— MATERIAL SHOWN —
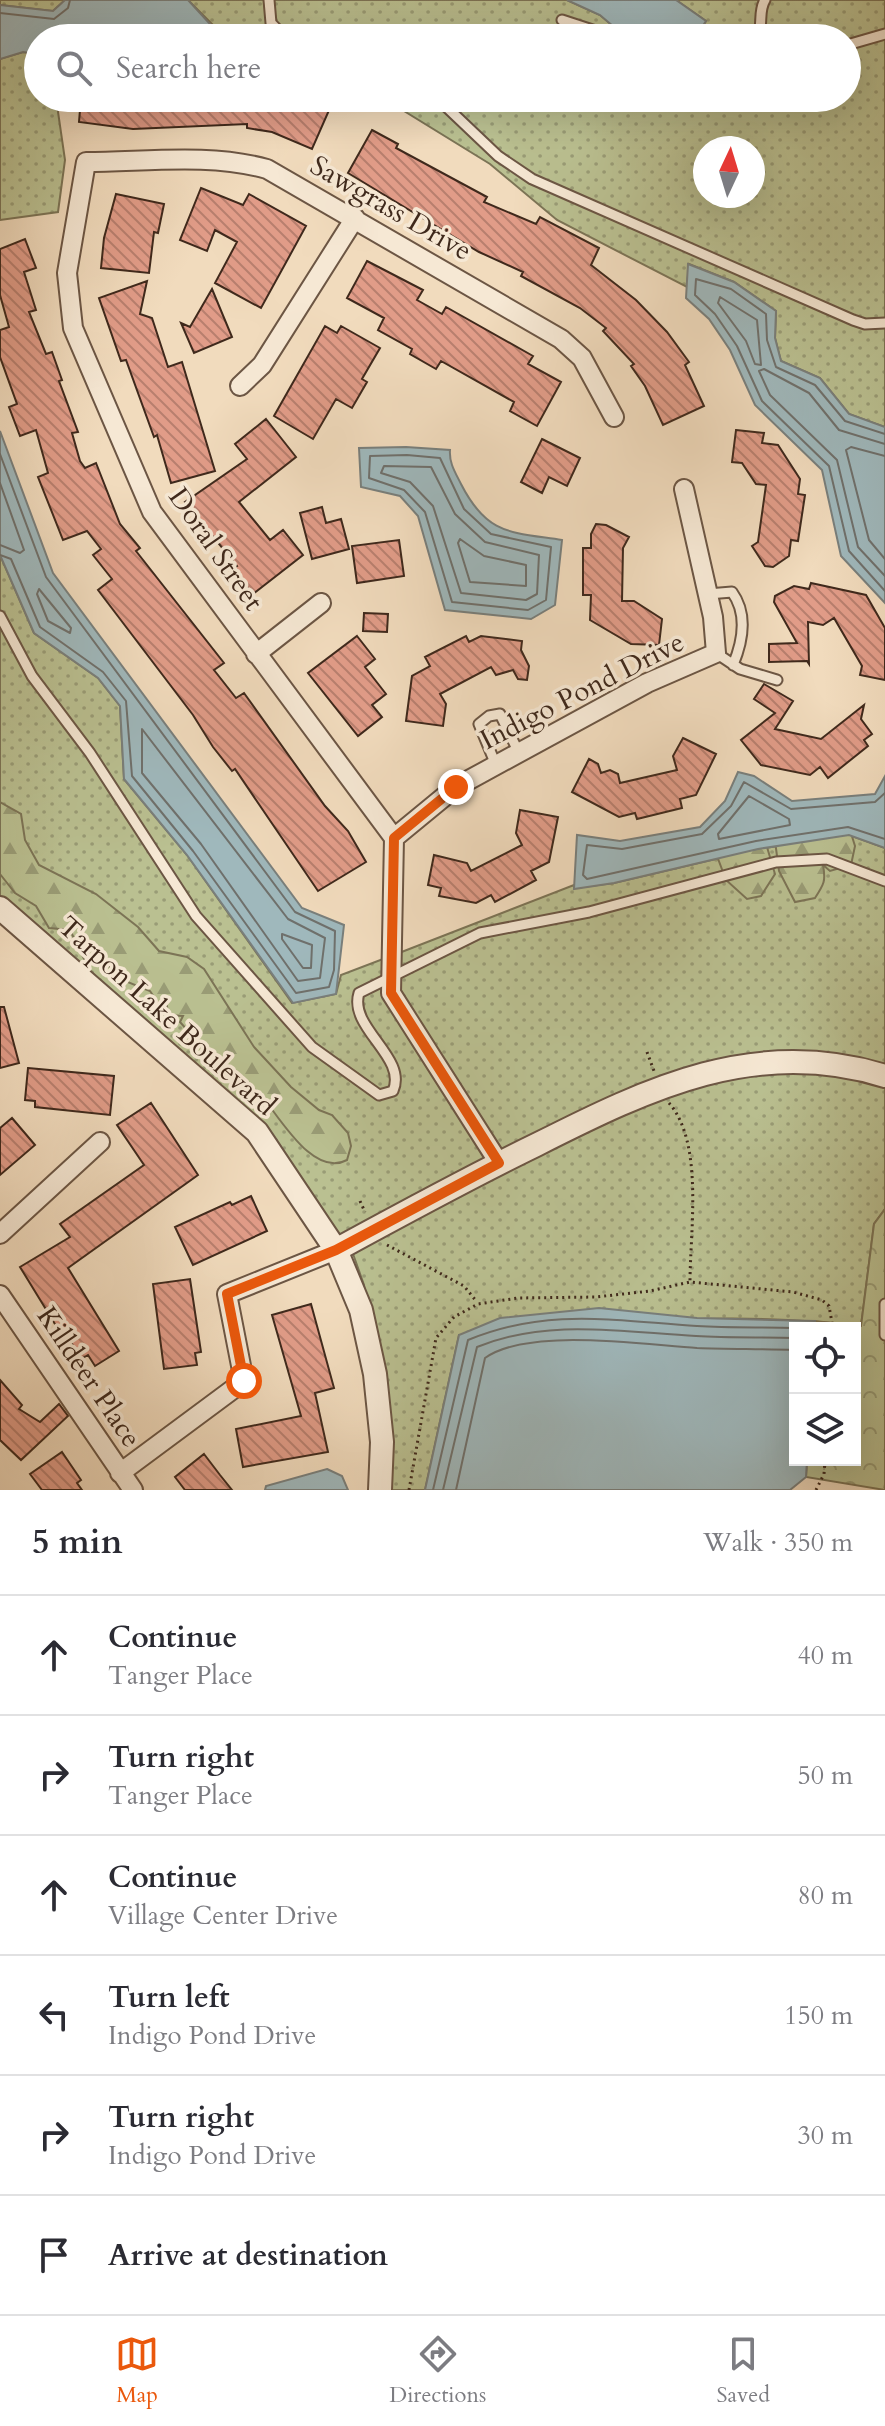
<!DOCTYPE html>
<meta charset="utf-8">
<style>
body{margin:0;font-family:Cardo,serif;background:#f7f7f7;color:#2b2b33}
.controls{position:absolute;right:24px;bottom:24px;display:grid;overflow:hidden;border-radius:0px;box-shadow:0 8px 32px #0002}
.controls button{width:72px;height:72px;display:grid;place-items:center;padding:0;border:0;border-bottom:2px solid #e1e1e2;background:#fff;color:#2b2b33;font:40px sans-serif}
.compass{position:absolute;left:693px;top:136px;width:72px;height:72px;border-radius:50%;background:#fff;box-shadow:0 8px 32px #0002;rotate:4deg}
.stop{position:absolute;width:24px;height:24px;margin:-18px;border:6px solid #ea580c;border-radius:50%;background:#fff}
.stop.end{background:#ea580c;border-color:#fff;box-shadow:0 2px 8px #0008}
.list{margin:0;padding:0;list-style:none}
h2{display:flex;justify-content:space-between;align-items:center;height:104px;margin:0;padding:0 32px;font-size:34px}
h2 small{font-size:26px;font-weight:400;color:#7c7c81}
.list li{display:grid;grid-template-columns:52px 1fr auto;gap:24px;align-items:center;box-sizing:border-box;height:120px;padding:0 32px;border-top:2px solid #e1e1e2}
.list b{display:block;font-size:30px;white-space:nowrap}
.list p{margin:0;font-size:26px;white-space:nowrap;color:#7c7c81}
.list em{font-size:26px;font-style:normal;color:#7c7c81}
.icon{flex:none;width:44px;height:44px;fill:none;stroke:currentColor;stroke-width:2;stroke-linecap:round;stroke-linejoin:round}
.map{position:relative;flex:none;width:885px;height:1490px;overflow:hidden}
.search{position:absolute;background:#fff;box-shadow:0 8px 32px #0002;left:24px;right:24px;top:24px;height:88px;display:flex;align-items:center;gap:20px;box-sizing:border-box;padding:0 28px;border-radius:44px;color:#7c7c81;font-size:30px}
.sheet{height:824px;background:#fff}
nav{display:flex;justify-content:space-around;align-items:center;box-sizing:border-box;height:112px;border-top:2px solid #e1e1e2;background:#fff;font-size:22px;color:#7c7c81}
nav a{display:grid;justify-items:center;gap:4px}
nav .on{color:#ea580c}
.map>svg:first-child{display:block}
</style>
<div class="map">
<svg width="885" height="1490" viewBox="0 0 885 1490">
<defs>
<pattern id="grass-dots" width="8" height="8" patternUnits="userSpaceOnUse" patternTransform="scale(2)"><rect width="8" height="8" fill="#bac091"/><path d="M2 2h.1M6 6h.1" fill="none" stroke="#999c76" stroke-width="1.8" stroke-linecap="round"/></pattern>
<pattern id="forest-firs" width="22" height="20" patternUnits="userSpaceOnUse" patternTransform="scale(2)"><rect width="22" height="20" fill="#bac091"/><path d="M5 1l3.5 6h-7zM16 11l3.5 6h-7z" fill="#999c76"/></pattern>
<pattern id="park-crowns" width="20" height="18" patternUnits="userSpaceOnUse" patternTransform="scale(2)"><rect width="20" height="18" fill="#bac091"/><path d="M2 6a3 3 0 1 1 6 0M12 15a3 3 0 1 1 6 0" fill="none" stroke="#999c76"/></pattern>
<pattern id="building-back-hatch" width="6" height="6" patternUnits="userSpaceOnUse" patternTransform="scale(2)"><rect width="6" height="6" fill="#e19c88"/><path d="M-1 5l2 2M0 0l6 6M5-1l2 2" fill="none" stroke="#b87f6e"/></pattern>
</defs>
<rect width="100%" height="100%" fill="#f1dbbd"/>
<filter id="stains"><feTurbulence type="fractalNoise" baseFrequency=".0025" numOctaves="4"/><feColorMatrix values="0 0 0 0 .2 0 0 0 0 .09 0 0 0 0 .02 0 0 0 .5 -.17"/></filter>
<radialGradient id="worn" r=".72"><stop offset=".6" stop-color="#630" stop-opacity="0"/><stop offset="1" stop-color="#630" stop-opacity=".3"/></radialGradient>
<path fill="url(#grass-dots)" stroke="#7c7456" stroke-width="2" fill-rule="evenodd" d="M0 0H65L53 11 0 5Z
M188 0H567L600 15 627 38H226Z
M635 0H885V427L849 414 820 378 781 361 775 338 776 311 734 282 689 264 687 287 557 220 490 164 383 98H847V38H695L706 21 676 0ZM705 148H753V196H705Z
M23 52 38 54V98H56L65 160 58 212 0 220V59Z
M0 555 34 633 98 678 120 706 124 779 187 855 292 1003 336 994 341 975 383 959 382 977 487 1160 341 1237 262 1124 0 896Z
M849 835 885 848V1066L730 1058 697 1065 637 1085 502 1152 399 989V953L574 885V888L614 883 758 849Z
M762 1072 819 1073 885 1085V1209L874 1224 861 1326C727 1309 593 1325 459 1335L425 1490H388L364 1285 352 1251 503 1171 675 1090Z"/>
<path fill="url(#forest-firs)" stroke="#7c7456" stroke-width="2" d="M0 802 21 814 25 840 39 865 96 894 138 927 159 951 187 957 204 969 254 1047 291 1087 319 1110 332 1115 348 1133 351 1146 347 1160C312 1179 277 1112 259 1093 244 1079 224 1070 209 1055 199 1045 190 1033 180 1022L183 1016 168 1015 167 1006 159 1004 150 991 125 981 115 968 85 961 70 930 49 928 36 906 15 893 0 874Z
M850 830 855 846 851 865 830 871 823 865C826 881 824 884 815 898L795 902 779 871 775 841Z
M767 847 775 874 761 896 747 899 726 880 717 856Z"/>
<path fill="url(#park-crowns)" stroke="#7c7456" stroke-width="2" d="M885 1209V1490L806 1477 807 1460H855V1328H814L815 1321 861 1326 874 1224Z"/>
<path fill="#9fb8bc" stroke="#797f7c" stroke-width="2" d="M65 0H188L221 36 38 38V54L23 52 0 59V5L53 11Z
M567 0H676L706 21 695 38H627L600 15Z
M688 264 734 282 776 311 775 338 781 361 820 378 849 414 885 427V603L841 556 822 470 755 405 730 350 709 319 686 298Z
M0 431 53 573 302 908 344 925 336 994 293 1003 187 855 124 779 120 706 98 678 34 633 0 555Z
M406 447 450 450C449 463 455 472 461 484 487 535 510 532 562 540L555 605 531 619 445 610 418 516 400 496 361 487 359 448Z
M738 772 754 776 792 801 875 794 885 776V848L849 835 758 849 614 883 574 889 577 835 620 841 700 827 725 801Z
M599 1308 697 1318 815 1321 814 1328H795V1460H807L806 1477 790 1490H425L459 1335 500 1318Z
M327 1469 342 1476 348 1490H265L266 1486Z"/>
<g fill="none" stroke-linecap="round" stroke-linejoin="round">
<path stroke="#6f706c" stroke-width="2" d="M0 13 54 19 68 8 70 0
M720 297 757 320 761 365 755 364 746 341 718 303Z
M885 434 845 421 815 385 776 367 767 340 766 314 731 289 696 279 695 295 715 314 737 346 762 401 829 466 849 551 885 591
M885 444 839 430 809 393 764 369 759 371 770 395 837 460 858 547 885 576
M0 454 46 577 295 912 335 931 334 970 329 987 296 993 193 851 132 776 126 701 103 672 40 627 11 559 0 555
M407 455 440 458 464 509 491 534 551 547 546 600 528 610 452 602 425 512 404 490 369 478 370 456Z
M885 456 851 447 846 450 869 540 885 559
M384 466 431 467 455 514 485 542 539 555 537 594 526 600 461 593 433 506 410 482 381 473Z
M0 483 24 550 20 553 0 545
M460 539 484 556 526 565V586L470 582 458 543Z
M39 589 71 628 70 633 48 621 37 594Z
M142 729 288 919 325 938 320 978 298 981 201 844 142 773Z
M885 793 875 802 791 809 744 782 731 806 702 834 622 849 587 845 583 875 587 879 756 841 848 827 885 839
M749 796 789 819 790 825 719 839 718 834Z
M282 934 312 945 311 968H303L282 939Z
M433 1490 468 1340C548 1307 615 1321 697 1326 730 1328 762 1327 795 1328
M443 1490 477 1347C548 1318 622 1332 696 1336 729 1338 762 1337 795 1338
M456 1490 485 1358C528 1327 645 1345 697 1348 729 1349 762 1349 795 1350"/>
</g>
<path fill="url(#building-back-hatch)" stroke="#3f291c" stroke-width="2" d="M81 98H307L330 108 312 149 272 132 247 128V124L133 129 79 122Z
M372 130 398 144 396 148 487 197 484 202 536 224 540 217 599 248 591 265 636 300 667 332 689 362 685 365 704 406 663 425 645 386 631 366 634 364 603 331 606 328 580 308 521 276 523 272 479 252 348 173Z
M201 188 243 205 249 194 306 226 261 308 215 283 237 242 215 230 207 251 180 240Z
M116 194 164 204 158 233 154 232 149 273 101 268 104 238Z
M25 239 36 268 24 272 36 310 29 312 46 354 52 352 62 380 59 381 78 432 72 433 80 461 85 468 96 463 120 524 140 548 136 551 224 663 214 670 236 698 244 693 325 806 348 831 366 862 318 891 235 769 232 771 213 747 193 715 98 590 112 579 93 555 101 549 87 531 63 540 38 477 48 473 36 430 20 436 9 407 17 404 0 357V330L9 327 0 295V249Z
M367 261 423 290 417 300 442 314 446 307 533 356 528 364 561 382 537 426 510 411 514 402 441 361 436 369 410 354 412 349 378 330 384 318 347 298Z
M147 281 140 314 152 318 168 367 182 362 215 471 171 483 157 435 154 437 126 360 121 361 99 298Z
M212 289 232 337 194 353 181 323 190 327Z
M325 326 337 333 341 326 380 348 362 379 367 382 352 408 336 399 313 439 274 416Z
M266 419 296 457 239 502 270 540 283 530 303 555 253 594 233 569 237 566 185 502 247 459 235 444Z
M736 430 764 433 762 443 778 445 800 479 798 494 805 495 798 541 791 540 789 556 773 567 765 566 752 546 758 542 766 485 756 484 742 463 732 462Z
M542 439 580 458 567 486 549 477 542 493 521 482Z
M322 507 326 523 341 519 349 549 312 559 300 513Z
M596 524 606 525 629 537 623 548 622 601H634L662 619 659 645 631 644 590 620 591 595H583V548H591V534Z
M399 540 404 576 357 583 352 546Z
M811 583 866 595 885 628V680L860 675 862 666 834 618 823 625 808 622 809 664 807 661 769 662V644L797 643 774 602 775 596 794 586 809 589Z
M364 613 388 614 387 632 363 631Z
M357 636 375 659 365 667 386 694 372 705 382 717 358 736 308 673Z
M466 636 469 642 481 636 522 641 521 650 529 666 527 680 518 679 513 670 496 675 491 667 440 694 446 704 443 726 406 721 412 676 430 666 425 657Z
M764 684 793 701 775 729 821 739 864 705 861 719 872 734 864 740 868 746 828 778 820 767 810 775 761 765 741 740 775 713 754 699Z
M683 738 716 754 696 795 680 799 682 808 637 819 635 813 619 817 572 792 589 759 598 764 601 773 610 770 618 774 620 783 677 770 673 756Z
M520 810 558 817 549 862 531 871 536 880 495 902 491 895 476 903 439 896 441 888 428 885 434 855 467 863 471 871 522 845 516 833Z
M0 1007H4L19 1063 0 1068Z
M28 1068 114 1076 110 1115 35 1107V1101L25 1100Z
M151 1103 198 1175 68 1268 119 1351 95 1366 88 1355 81 1359 62 1327 58 1329 20 1267 70 1237 60 1224 144 1165 117 1125Z
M12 1118 35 1145 0 1175V1128Z
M251 1196 267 1231 193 1265 175 1227 230 1202 232 1205Z
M190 1279 201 1352 195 1353 197 1365 164 1369 153 1284Z
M311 1304 334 1388 315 1393 328 1452 243 1467 236 1429 301 1416 272 1315Z
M0 1380 22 1405 19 1409 40 1422 59 1404 68 1416 21 1460 0 1440Z
M62 1452 81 1480 77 1483 82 1490H42L30 1474Z
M204 1454 220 1475 232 1490H185L175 1477Z"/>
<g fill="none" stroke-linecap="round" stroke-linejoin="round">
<g stroke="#6c5644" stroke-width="13">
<path id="service" d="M269 0 271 23 286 38
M562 20 617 38
M755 38C765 27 757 13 765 0
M847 45 885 34
M437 98 498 156 532 179 853 320 865 324 885 323
M708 594 732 592C748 614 743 641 733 665
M0 616 32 676 90 753 196 916 312 1047 379 1095 393 1091C408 1057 348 1028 359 993L480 933 589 912 776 862 827 859 885 881
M716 653 740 669 777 680
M496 765 479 724 489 716 500 714 519 753
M885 1304V1335"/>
</g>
<g stroke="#6c5644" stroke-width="22">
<path id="minor" d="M240 386 262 365 355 218
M256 654 321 603
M394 838 152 512 73 328 67 273 86 162C145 162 209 153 267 169L561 339 582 358 614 417
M499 1163 391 993 394 838 456 787 647 683 716 653 713 617 684 489
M0 1234 100 1142
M0 1295 133 1490
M120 1473 244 1381 227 1294 336 1250"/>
</g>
<g stroke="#6c5644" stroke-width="26">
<path id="tertiary" d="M0 908 257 1132 336 1250 361 1310 375 1374 382 1442 380 1490
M336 1250C402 1214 468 1178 536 1145 649 1088 756 1036 885 1076"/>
</g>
<path stroke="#3f291c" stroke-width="3" stroke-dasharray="2 4" stroke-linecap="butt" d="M647 1052 654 1071
M669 1103C704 1143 690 1231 690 1282
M360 1201 365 1212
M387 1245 464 1286 477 1302
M409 1490 436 1338 454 1317 478 1304 518 1298 596 1297 650 1291 690 1282 793 1292 822 1300 829 1306 833 1328
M816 1490 824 1474 825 1460"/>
<use href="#service" stroke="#f6e8d4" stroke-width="9"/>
<use href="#minor" stroke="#f6e8d4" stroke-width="18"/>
<use href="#tertiary" stroke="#f6e8d4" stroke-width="22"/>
</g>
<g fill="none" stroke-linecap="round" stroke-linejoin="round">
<path stroke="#ea580c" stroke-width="10" d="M244 1381 227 1294 336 1250 499 1163 391 993 394 838 456 787"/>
</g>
<g text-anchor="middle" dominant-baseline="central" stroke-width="7" stroke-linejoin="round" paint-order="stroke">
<g font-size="28" fill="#3f291c" stroke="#f6e8d4">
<text transform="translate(391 208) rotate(30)">Sawgrass Drive</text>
<text transform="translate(216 549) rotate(55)">Doral Street</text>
<text transform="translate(582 691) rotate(-27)">Indigo Pond Drive</text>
<text transform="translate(167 1016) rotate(42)">Tarpon Lake Boulevard</text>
<text transform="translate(89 1377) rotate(56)">Killdeer Place</text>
</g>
</g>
<rect width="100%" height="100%" filter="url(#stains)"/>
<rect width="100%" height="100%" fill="url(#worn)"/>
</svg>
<div class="controls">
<button><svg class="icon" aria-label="locate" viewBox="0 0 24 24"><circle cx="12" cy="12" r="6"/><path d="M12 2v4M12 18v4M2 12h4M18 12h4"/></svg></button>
<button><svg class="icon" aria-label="layers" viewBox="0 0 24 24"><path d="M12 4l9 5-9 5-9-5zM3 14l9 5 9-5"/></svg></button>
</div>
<svg class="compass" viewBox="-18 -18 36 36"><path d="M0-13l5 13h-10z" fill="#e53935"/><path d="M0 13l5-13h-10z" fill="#7c7c81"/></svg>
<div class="stop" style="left:244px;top:1381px"></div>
<div class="stop end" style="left:456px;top:787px"></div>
<div class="search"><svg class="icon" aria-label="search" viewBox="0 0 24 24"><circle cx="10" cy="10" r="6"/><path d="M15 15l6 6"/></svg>Search here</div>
</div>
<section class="sheet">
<h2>5 min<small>Walk · 350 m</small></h2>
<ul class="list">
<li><svg class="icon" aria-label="ahead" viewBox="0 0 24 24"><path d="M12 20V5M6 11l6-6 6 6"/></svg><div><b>Continue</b><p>Tanger Place</p></div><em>40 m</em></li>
<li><svg class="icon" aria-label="right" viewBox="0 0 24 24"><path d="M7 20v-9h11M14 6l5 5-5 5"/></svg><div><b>Turn right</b><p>Tanger Place</p></div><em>50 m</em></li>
<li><svg class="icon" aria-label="ahead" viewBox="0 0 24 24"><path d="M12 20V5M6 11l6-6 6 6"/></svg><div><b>Continue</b><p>Village Center Drive</p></div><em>80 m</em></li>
<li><svg class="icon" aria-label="left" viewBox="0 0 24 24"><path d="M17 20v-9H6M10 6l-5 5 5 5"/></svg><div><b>Turn left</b><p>Indigo Pond Drive</p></div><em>150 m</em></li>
<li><svg class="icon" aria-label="right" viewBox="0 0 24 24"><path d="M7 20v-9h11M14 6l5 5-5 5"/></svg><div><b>Turn right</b><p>Indigo Pond Drive</p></div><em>30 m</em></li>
<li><svg class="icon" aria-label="arrive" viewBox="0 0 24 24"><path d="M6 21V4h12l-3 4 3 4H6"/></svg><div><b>Arrive at destination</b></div></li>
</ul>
</section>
<nav>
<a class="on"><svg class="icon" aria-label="map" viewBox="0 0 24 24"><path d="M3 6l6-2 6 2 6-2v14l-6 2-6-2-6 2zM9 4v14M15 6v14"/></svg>Map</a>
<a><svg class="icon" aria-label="directions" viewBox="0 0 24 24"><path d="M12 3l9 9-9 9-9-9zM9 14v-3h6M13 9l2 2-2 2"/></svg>Directions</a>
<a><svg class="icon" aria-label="saved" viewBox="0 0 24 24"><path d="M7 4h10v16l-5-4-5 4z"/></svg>Saved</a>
</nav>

— WORK ORDER —
For the string "nowrap", work out how many lines of the entries contain it and reply with that number alone.

— RESULT OF THE EXERCISE —
2